Publié le 2 décembre 2025 à 11h30. Face à une tension croissante avec les États-Unis, le président vénézuélien Nicolás Maduro a remanié son équipe dirigeante, renforçant ainsi le cercle de ses fidèles et réaffirmant la volonté de Caracas de défendre sa souveraineté.
- Nicolás Maduro a nommé un nouveau bureau politique composé de douze dirigeants chavistes.

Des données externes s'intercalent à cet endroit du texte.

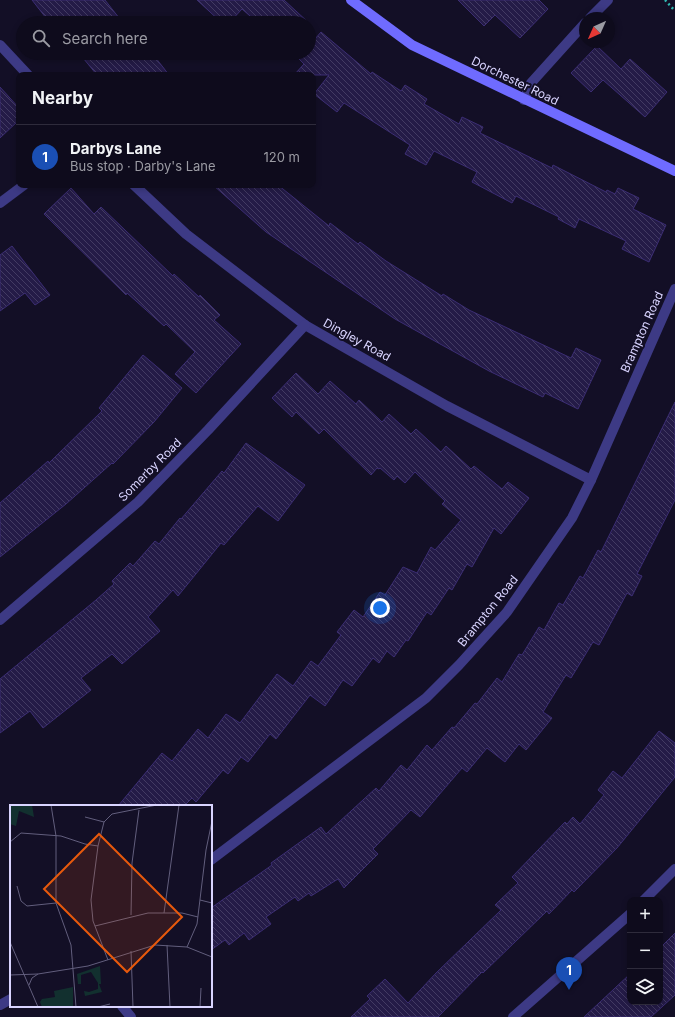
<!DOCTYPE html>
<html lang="en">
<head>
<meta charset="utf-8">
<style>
	body { margin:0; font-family:Inter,sans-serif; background:#1c1929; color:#f1f3f6 }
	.controls { position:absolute; right:12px; bottom:12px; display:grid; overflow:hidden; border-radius:8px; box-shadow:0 2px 6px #0003 }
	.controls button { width:36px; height:36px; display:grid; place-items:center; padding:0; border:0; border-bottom:1px solid #2e2b3b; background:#0e0b1c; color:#f1f3f6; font:20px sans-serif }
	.compass { position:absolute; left:579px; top:12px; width:36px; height:36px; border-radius:50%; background:#0e0b1c; box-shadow:0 2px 6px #0003; rotate:225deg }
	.you { position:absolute; left:380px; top:608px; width:14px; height:14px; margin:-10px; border:3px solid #fff; border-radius:50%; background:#1a73e8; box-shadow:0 0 0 6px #1a73e833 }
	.badge { display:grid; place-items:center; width:26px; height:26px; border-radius:50%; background:#ea580c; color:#fff; font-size:13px; font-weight:700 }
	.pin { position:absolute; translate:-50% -33px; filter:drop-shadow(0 1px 2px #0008) }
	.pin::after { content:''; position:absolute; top:21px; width:14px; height:12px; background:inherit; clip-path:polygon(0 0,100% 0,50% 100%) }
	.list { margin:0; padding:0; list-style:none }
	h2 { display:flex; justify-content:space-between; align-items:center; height:52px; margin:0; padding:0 16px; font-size:17px }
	h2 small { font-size:13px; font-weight:400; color:#9b9ba3 }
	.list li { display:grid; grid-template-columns:26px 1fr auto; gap:12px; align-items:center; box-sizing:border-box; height:64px; padding:0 16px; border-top:1px solid #2e2b3b }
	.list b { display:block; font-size:15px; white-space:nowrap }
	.list p { margin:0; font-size:13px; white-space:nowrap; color:#9b9ba3 }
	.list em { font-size:13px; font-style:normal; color:#9b9ba3 }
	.icon { flex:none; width:22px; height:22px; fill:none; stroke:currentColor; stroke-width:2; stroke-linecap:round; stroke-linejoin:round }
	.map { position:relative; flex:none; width:675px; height:1017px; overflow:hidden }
	.search { position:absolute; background:#0e0b1c; box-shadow:0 2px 6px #0003; left:16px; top:16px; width:300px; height:44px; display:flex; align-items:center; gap:10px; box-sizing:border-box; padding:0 14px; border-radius:22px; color:#9b9ba3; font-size:15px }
	.panel { position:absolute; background:#0e0b1c; box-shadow:0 2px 6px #0003; left:16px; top:72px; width:300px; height:116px; border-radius:8px }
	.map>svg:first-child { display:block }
	.building { fill:url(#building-back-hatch); stroke:#3b2d73 }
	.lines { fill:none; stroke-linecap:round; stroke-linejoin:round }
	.path { stroke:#2fb8b0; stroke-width:2.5; stroke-dasharray:2 3; stroke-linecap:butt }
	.street { stroke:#3d3a85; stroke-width:10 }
	.secondary { stroke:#6f6bff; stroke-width:10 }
	.labels { text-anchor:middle; stroke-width:4; stroke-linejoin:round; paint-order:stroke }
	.street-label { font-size:12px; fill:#d9d4ff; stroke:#130f26 }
	.inset-road { fill:none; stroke:#625e7d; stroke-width:1 }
	.view { fill:#e8590c; fill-opacity:0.15; stroke:#e8590c; stroke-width:2 }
	.inset-edge { fill:none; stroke:#d9d4ff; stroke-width:2 }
</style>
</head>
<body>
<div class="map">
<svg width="675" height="1017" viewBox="0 0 675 1017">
	<defs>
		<pattern id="building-back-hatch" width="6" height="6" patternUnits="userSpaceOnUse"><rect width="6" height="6" fill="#241b47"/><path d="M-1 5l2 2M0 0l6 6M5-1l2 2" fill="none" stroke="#433b63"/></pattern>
	</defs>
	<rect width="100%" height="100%" fill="#130f26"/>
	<!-- building -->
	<g class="building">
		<path d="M 32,0 L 105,0 L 123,23 L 50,23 Z"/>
		<path d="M 197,0 L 284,0 L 309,23 L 258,23 L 242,9 L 229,23 L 222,23 Z"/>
		<path d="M 458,0 L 539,0 L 548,9 L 520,38 L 495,15 L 484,26 Z"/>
		<path d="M 321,32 L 371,74 L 372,72 L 401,91 L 405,85 L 427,99 L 424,104 L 459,124 L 462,117 L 483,127 L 480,133 L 552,168 L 553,165 L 606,192 L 607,190 L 615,194 L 618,188 L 639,198 L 633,209 L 666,225 L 649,262 L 622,249 L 626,241 L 579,219 L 575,228 L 558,219 L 559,217 L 516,196 L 512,203 L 472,182 L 477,172 L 434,151 L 426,165 L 405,154 L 410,145 L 344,103 L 337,112 L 314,94 L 329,75 L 294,75 L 304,64 L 298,58 L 303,53 L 309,53 L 309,46 Z"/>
		<path d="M 597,46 L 621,69 L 630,59 L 667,92 L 645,117 L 603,80 L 591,92 L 571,73 Z"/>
		<path d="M 79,53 L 152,53 L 169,75 L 97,75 Z"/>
		<path d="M 0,87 L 19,108 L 19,120 L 0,138 Z"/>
		<path d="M 213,185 L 278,185 L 329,226 L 330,223 L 358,244 L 360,242 L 386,261 L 442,296 L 443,294 L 469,310 L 571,358 L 576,348 L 601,360 L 578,409 L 545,393 L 543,397 L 489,371 L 395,319 L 266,232 Z"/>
		<path d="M 71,188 L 94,214 L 101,207 L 173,276 L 174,274 L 199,297 L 200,295 L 220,315 L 214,320 L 241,344 L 196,393 L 175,374 L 195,352 L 166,324 L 164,326 L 127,293 L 126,295 L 44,214 Z"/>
		<path d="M 12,246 L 50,295 L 35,305 L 25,293 L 0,311 L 0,255 Z"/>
		<path d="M 143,355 L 182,388 L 154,422 L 113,464 L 112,463 L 66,504 L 0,557 L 0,503 L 48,461 L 49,463 L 102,411 L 99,408 Z"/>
		<path d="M 296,373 L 318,394 L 330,381 L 356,404 L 359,400 L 382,422 L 389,414 L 411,434 L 416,429 L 441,452 L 446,446 L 471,469 L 474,466 L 502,489 L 508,482 L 529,498 L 501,534 L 494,528 L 472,567 L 467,564 L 452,590 L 449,588 L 431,615 L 427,612 L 408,641 L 406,640 L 394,657 L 387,651 L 379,663 L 373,658 L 352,686 L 343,680 L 325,706 L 310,695 L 276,739 L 270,734 L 248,762 L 241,757 L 228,774 L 223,770 L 196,802 L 192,798 L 184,806 L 118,806 L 162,753 L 172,761 L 198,729 L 208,738 L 226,714 L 240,723 L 277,674 L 293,686 L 311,661 L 318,666 L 341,635 L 337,632 L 354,610 L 363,617 L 380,592 L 385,595 L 403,567 L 417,573 L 431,547 L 435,550 L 461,520 L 442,504 L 445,501 L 415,472 L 405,483 L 397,476 L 394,480 L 380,468 L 379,469 L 377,468 L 371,475 L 324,429 L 319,434 L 296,412 L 292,417 L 272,398 Z"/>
		<path d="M 675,402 L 675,500 L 637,574 L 642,576 L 632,596 L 627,593 L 599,645 L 593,642 L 571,678 L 566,675 L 543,712 L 552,718 L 526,750 L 519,744 L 505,762 L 487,748 L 467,772 L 462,768 L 420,817 L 411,810 L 373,849 L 378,854 L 344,888 L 338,879 L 311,896 L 309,893 L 298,901 L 295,897 L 266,917 L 271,924 L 249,940 L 244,933 L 229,945 L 225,940 L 211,950 L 211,908 L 272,865 L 271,863 L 321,827 L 326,834 L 376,788 L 379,791 L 401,765 L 407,770 L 427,745 L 432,750 L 452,727 L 454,728 L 475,703 L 477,704 L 497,678 L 502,682 L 519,654 L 522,655 L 539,627 L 544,630 L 559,603 L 563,605 L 580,576 L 583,578 L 598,550 L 601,552 Z"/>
		<path d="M 246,443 L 305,485 L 278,521 L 258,506 L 224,545 L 221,543 L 178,596 L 173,590 L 148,617 L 160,631 L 122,664 L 112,654 L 81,678 L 91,690 L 43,728 L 30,711 L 0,733 L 0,679 L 96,600 L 114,584 L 112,581 L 130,563 L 133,566 L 155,541 L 159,544 L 180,518 L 181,519 L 222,471 L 224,473 Z"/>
		<path d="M 659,731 L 675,743 L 675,777 L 617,848 L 574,892 L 572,890 L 549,914 L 547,911 L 483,973 L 482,972 L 438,1017 L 351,1017 L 370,999 L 367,996 L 385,979 L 408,1003 L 436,973 L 501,910 L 495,905 L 518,883 L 512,877 L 565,822 L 567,824 L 573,817 L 580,824 L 604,795 L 598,790 L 613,771 L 622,778 Z"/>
		<path d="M 675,933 L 675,995 L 651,1017 L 584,1017 L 630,974 L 630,1002 L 660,1002 L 660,948 Z"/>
	</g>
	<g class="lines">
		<!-- path -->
		<path class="path" d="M 665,0 L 675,11"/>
		<!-- street -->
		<g class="street">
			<path d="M 590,18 L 608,0"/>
			<path d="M 0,45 L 28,75"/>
			<path d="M 524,100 L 531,83 L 585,23"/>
			<path d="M 134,185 L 186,234 L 305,325 L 447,406 L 591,480"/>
			<path d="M 0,203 L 24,185"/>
			<path d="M 0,620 L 138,502 L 208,430 L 305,325"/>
			<path d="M 211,860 L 426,698 L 459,665 L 507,612 L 572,518 L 591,480 L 675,289"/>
			<path d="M 644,900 L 675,869"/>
			<path d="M 0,1005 L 11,999"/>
			<path d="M 122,1006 L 131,1017"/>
			<path d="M 513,1017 L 630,914"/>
		</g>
		<!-- secondary -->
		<path class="secondary" d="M 351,0 L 412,45 L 675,171"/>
	</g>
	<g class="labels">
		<!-- street labels -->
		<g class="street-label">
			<text transform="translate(515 81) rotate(26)" y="4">Dorchester Road</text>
			<text transform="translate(642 332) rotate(-66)" y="4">Brampton Road</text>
			<text transform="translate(357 340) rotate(29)" y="4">Dingley Road</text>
			<text transform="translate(150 470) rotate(-45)" y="4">Somerby Road</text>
			<text transform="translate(488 611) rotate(-51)" y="4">Brampton Road</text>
		</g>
	</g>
	<!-- overview -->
	<g transform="translate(10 805)">
		<rect width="202" height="202" fill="#130f26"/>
		<path d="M 90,161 L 91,179 L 89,179 L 92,187 L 75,191 L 74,186 L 79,187 L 88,184 L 88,178 L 81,167 L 71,170 L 71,179 L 68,179 L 67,169 Z" fill="#12302f"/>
		<path d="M 0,0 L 22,0 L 24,12 L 9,6 L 6,21 L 0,19 ZM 63,182 L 63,202 L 32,202 L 30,197 L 32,194 L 45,192 L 44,186 Z" fill="#12302f"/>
		<path class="inset-road" d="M 41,0 L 46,31 L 46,98 L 61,140 L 66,202M 75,12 L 94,17M 0,37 L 11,28 L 51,31 L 75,39 L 88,41M 7,81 L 11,96 L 17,101 L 46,98M 190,95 L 202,98M 154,108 L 169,0M 121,110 L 122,58 L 129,5M 85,121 L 138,108 L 172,108 L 188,112M 0,137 L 28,202M 157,140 L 160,202M 177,142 L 187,119 L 196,45 L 202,16M 121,146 L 123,202M 98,155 L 83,116 L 81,95 L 88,41 L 94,17 L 102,9 L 147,0M 0,170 L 28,169 L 78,161 L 145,140 L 177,142 L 202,152M 19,180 L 22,173 L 28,169M 88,202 L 100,199M 190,202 L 191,183"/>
		<path class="view" d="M 89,29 L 172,112 L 117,167 L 34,84 Z"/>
		<rect width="202" height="202" class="inset-edge"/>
	</g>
</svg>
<div class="controls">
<button>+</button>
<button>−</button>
<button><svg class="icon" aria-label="layers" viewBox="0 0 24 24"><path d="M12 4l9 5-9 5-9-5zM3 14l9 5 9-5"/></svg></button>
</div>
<svg class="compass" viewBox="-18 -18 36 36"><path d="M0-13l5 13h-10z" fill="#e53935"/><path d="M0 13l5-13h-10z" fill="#9b9ba3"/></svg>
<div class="you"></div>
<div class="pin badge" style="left:569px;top:990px;background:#1a4fb4">1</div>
<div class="search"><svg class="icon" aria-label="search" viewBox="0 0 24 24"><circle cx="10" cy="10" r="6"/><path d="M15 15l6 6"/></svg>Search here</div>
<section class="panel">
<h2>Nearby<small></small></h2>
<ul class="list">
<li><span class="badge" style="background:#1a4fb4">1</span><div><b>Darbys Lane</b><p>Bus stop · Darby's Lane</p></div><em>120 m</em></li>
</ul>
</section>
</div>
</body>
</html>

- Cette réorganisation intervient dans un contexte de déploiement militaire américain dans les Caraïbes et de restrictions imposées à l’espace aérien vénézuélien.
- Caracas dénonce une intimidation américaine visant à s’emparer des réserves pétrolières du pays.
Lundi, Nicolás Maduro a présenté son nouveau bureau politique, qualifié de “Commandements bolivariens intégraux de Caracas”, lors d’une cérémonie devant le Palais de Miraflores. Il a souligné que cette équipe l’accompagnerait dans son “leadership de commandant en chef de la révolution”. Il a demandé le soutien de ses partisans pour cette nouvelle structure, affirmant que le pouvoir au Venezuela réside dans le peuple, ses armes et sa détermination à construire une nation.
Parmi les personnalités clés nommées figurent Diosdado Cabello, secrétaire général du Parti socialiste unifié du Venezuela (PSUV) et également ministre de l’Intérieur. Jorge Rodríguez, président de l’Assemblée nationale (AN), a été désigné sous-secrétaire général du bureau. Héctor Rodríguez, ministre de l’Éducation, prendra la tête du Secrétariat des Mouvements sociaux, du Pouvoir populaire et du Pôle patriotique. Nahum Fernández, chef du gouvernement du district de la capitale, est nommé secrétaire à la mobilisation de rue, tandis que Pedro Infante, premier vice-président de l’AN, devient secrétaire aux Affaires parlementaires.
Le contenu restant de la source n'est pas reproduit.